··· SUPPLIED INFORMATION ···

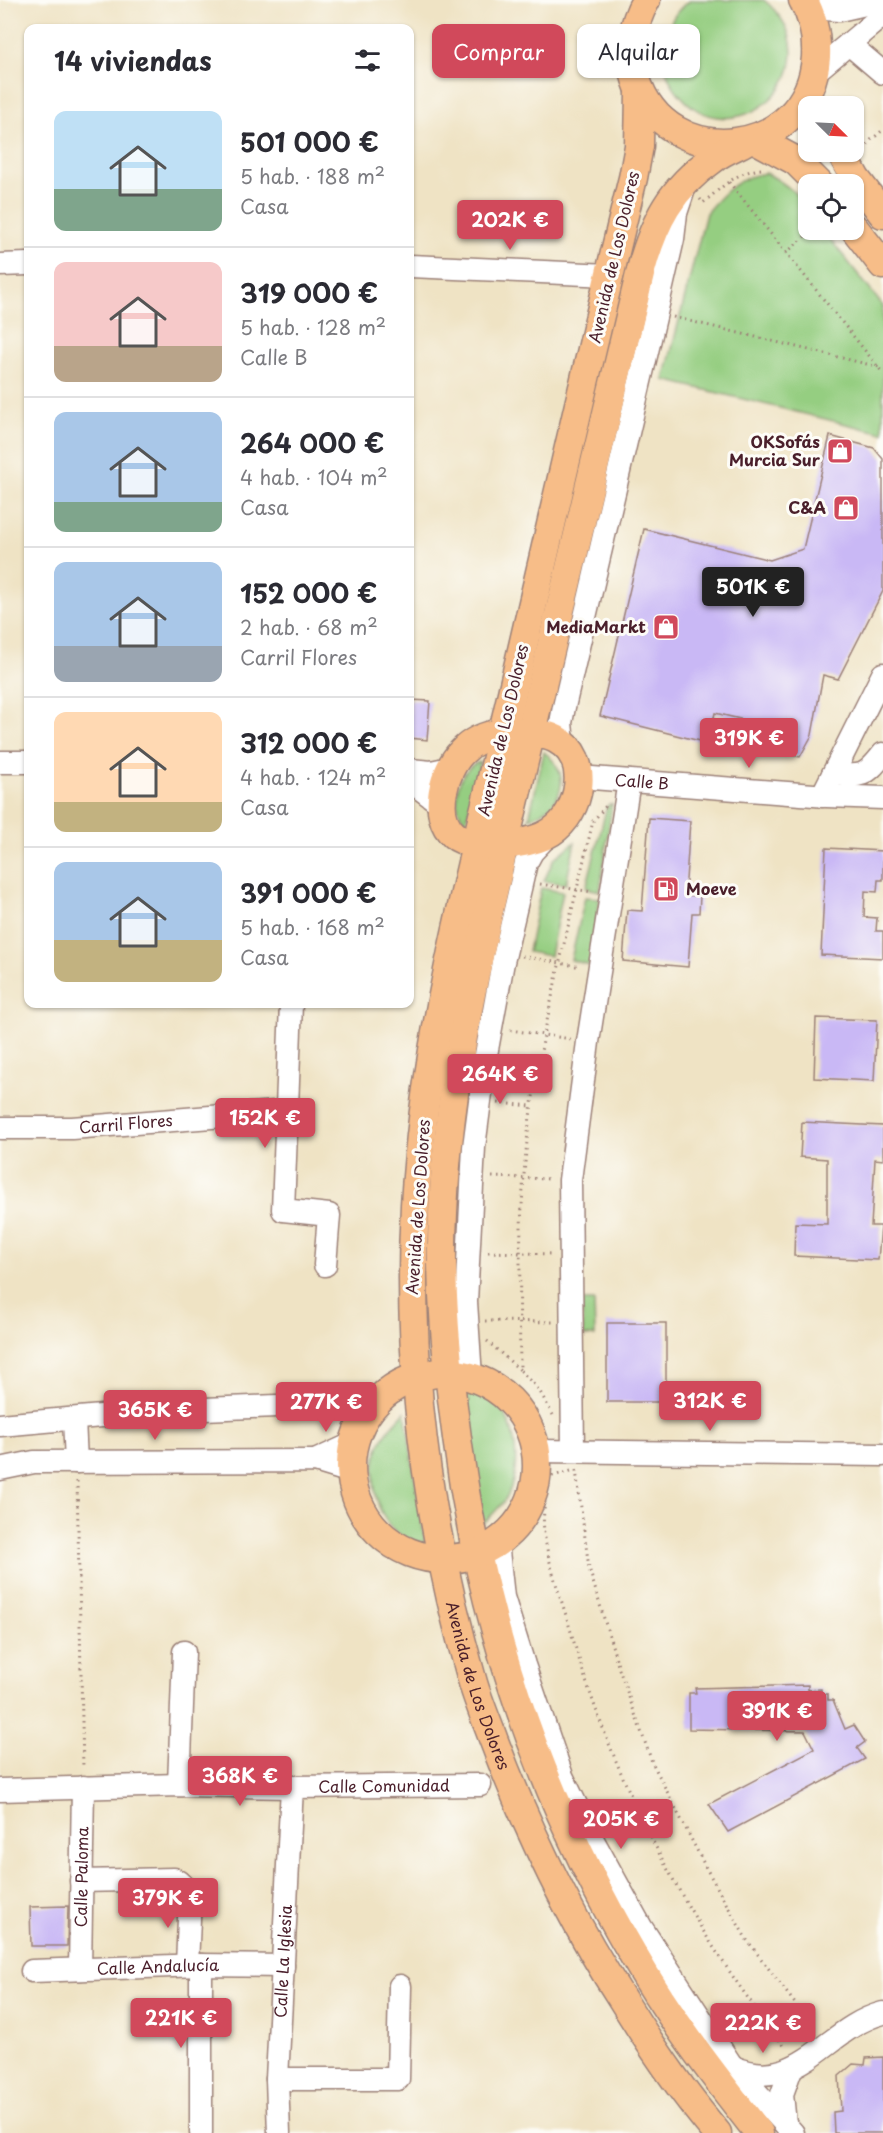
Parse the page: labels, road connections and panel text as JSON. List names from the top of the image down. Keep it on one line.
{"streets":{"main road":["Avenida de Los Dolores"],"street":["Calle B","Carril Flores","Calle Comunidad","Calle Paloma","Calle La Iglesia","Calle Andalucía"]},"crossings":[["Calle Comunidad","Calle Paloma"],["Calle Comunidad","Calle La Iglesia"],["Calle Paloma","Calle Andalucía"],["Calle La Iglesia","Calle Andalucía"]],"places":{"shop":["OKSofás Murcia Sur","C&A","MediaMarkt"],"fuel station":["Moeve"]},"north":"bottom right","page":{"chip":["Comprar","Alquilar"],"heading":"14 viviendas","list":[{"name":"501 000 €","note":"5 hab. · 188 m² · Casa"},{"name":"319 000 €","note":"5 hab. · 128 m² · Calle B"},{"name":"264 000 €","note":"4 hab. · 104 m² · Casa"},{"name":"152 000 €","note":"2 hab. · 68 m² · Carril Flores"},{"name":"312 000 €","note":"4 hab. · 124 m² · Casa"},{"name":"391 000 €","note":"5 hab. · 168 m² · Casa"}],"price":["202K €","501K €","319K €","264K €","152K €","312K €","277K €","365K €","391K €","368K €","205K €","379K €","221K €","222K €"]}}
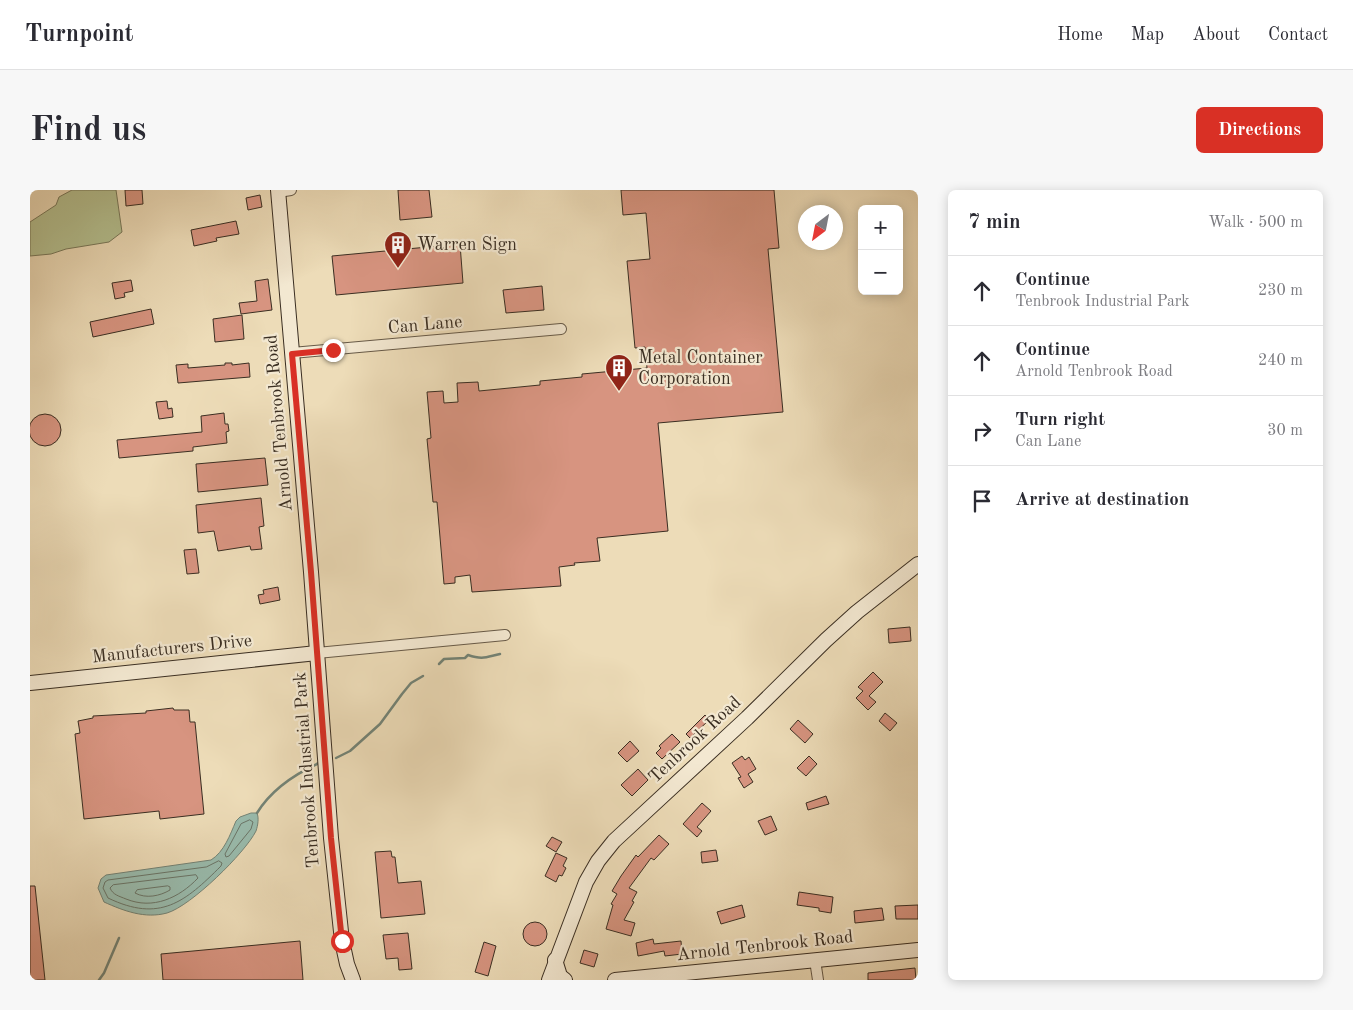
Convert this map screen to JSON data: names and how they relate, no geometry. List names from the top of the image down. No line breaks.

···

Omit the images; transcribe the listing verbatim.

Parse the page: labels, road connections and panel text as JSON. List names from the top of the image down. Keep it on one line.
{"streets":{"main road":["Avenida de Los Dolores"],"street":["Calle B","Carril Flores","Calle Comunidad","Calle Paloma","Calle La Iglesia","Calle Andalucía"]},"crossings":[["Calle Comunidad","Calle Paloma"],["Calle Comunidad","Calle La Iglesia"],["Calle Paloma","Calle Andalucía"],["Calle La Iglesia","Calle Andalucía"]],"places":{"shop":["OKSofás Murcia Sur","C&A","MediaMarkt"],"fuel station":["Moeve"]},"north":"bottom right","page":{"chip":["Comprar","Alquilar"],"heading":"14 viviendas","list":[{"name":"501 000 €","note":"5 hab. · 188 m² · Casa"},{"name":"319 000 €","note":"5 hab. · 128 m² · Calle B"},{"name":"264 000 €","note":"4 hab. · 104 m² · Casa"},{"name":"152 000 €","note":"2 hab. · 68 m² · Carril Flores"},{"name":"312 000 €","note":"4 hab. · 124 m² · Casa"},{"name":"391 000 €","note":"5 hab. · 168 m² · Casa"}],"price":["202K €","501K €","319K €","264K €","152K €","312K €","277K €","365K €","391K €","368K €","205K €","379K €","221K €","222K €"]}}
Convert this map screen to JSON data: names and how they relate, no geometry. List names from the top of the image down. No line breaks.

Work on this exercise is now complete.